▸ Exercise objective
From the entries that follow, list every line in which the string "Order" appears.

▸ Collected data
################

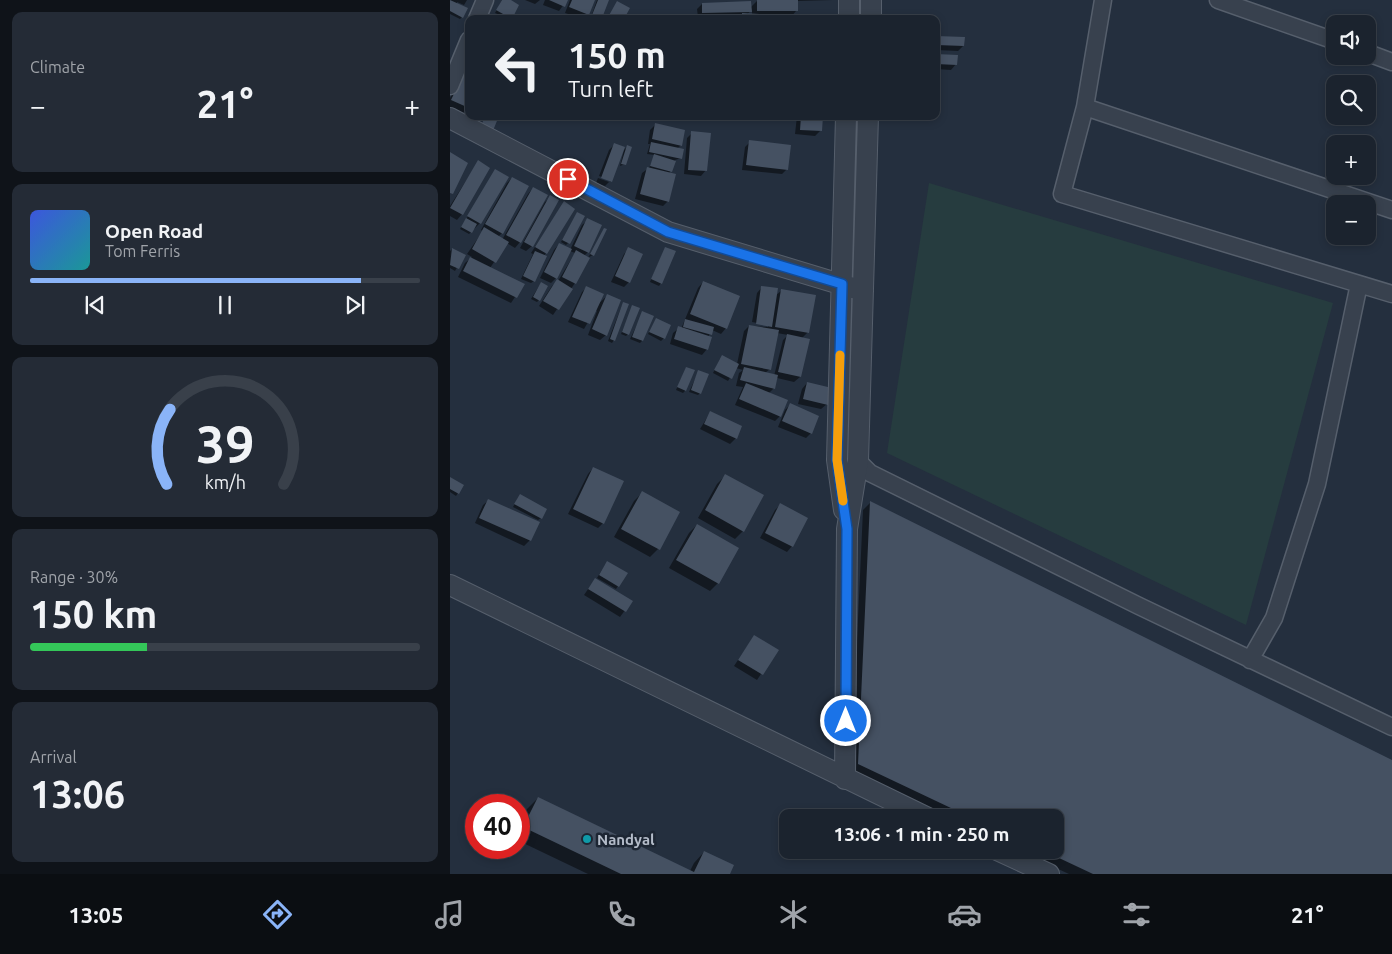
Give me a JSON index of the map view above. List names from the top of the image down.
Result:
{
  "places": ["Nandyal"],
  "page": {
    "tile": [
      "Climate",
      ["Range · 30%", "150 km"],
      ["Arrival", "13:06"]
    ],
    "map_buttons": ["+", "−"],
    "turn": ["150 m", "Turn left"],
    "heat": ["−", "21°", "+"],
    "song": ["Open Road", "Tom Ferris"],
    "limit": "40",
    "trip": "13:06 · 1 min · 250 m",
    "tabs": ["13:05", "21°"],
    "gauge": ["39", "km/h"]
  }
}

################

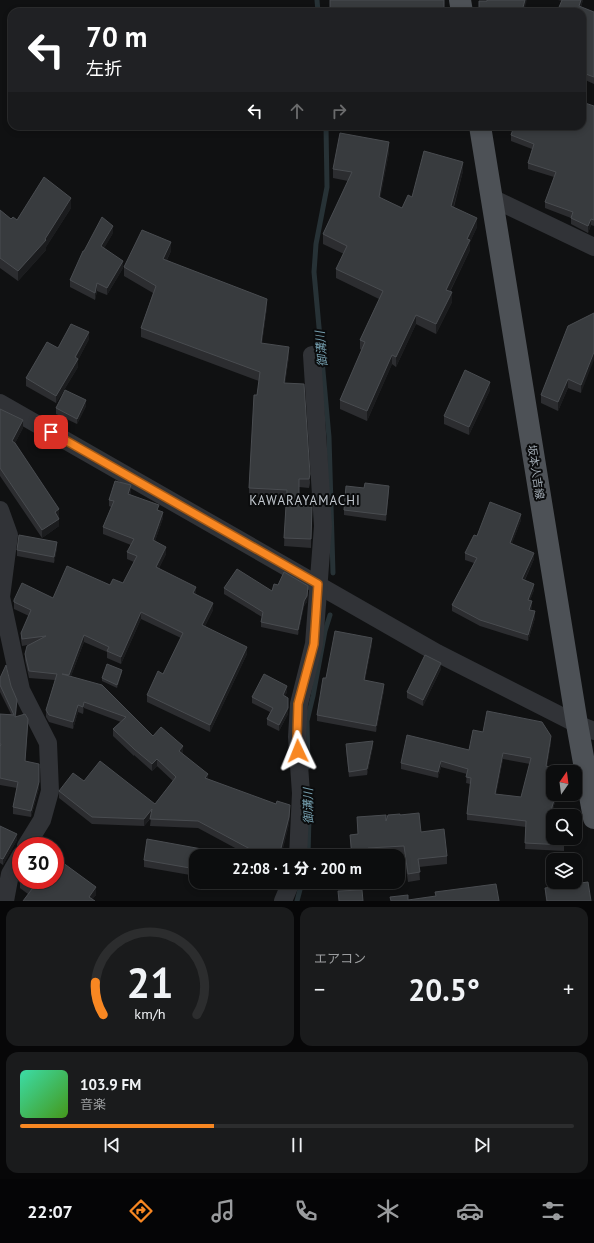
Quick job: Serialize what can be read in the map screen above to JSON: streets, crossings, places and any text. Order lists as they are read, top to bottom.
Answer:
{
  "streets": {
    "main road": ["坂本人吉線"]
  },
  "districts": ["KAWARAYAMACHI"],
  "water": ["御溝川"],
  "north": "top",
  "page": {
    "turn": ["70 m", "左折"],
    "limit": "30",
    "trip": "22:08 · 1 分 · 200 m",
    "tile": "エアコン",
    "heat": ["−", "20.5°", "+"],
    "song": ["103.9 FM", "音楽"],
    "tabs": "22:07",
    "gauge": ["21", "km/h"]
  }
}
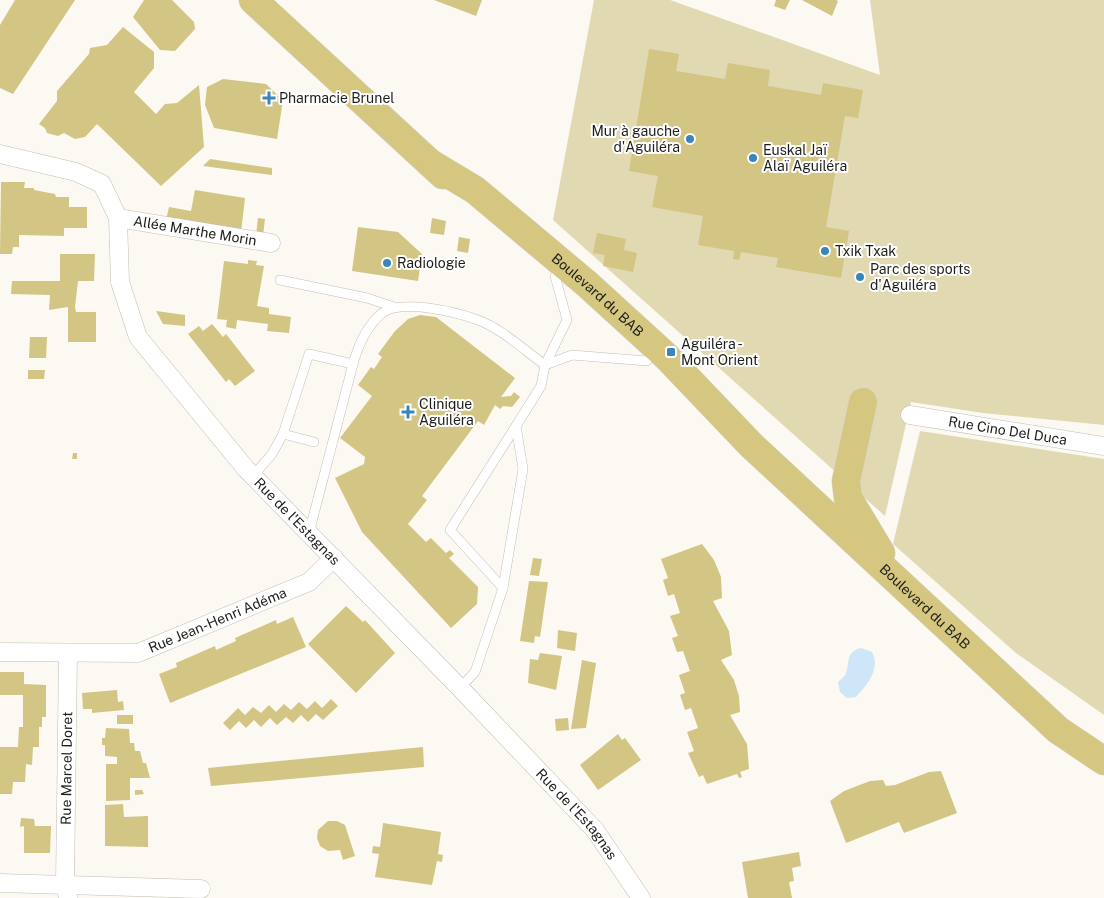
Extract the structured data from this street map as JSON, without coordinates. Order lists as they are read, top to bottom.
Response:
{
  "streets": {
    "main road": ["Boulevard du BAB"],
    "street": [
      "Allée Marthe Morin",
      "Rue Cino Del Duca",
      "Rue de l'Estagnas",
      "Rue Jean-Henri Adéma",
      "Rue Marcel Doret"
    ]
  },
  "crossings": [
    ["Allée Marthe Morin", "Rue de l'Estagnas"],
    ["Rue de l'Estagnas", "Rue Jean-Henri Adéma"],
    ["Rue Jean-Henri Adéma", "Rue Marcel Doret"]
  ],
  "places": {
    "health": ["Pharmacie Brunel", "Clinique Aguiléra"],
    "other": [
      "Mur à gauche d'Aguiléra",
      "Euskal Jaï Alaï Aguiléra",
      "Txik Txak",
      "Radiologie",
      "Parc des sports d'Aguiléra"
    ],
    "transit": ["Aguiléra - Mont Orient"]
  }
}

################

▸ Response
Quick job: Serialize what can be read in the map screen above to JSON: streets, crossings, places and any text. Order lists as they are read, top to bottom.
Extract the structured data from this street map as JSON, without coordinates. Order lists as they are read, top to bottom.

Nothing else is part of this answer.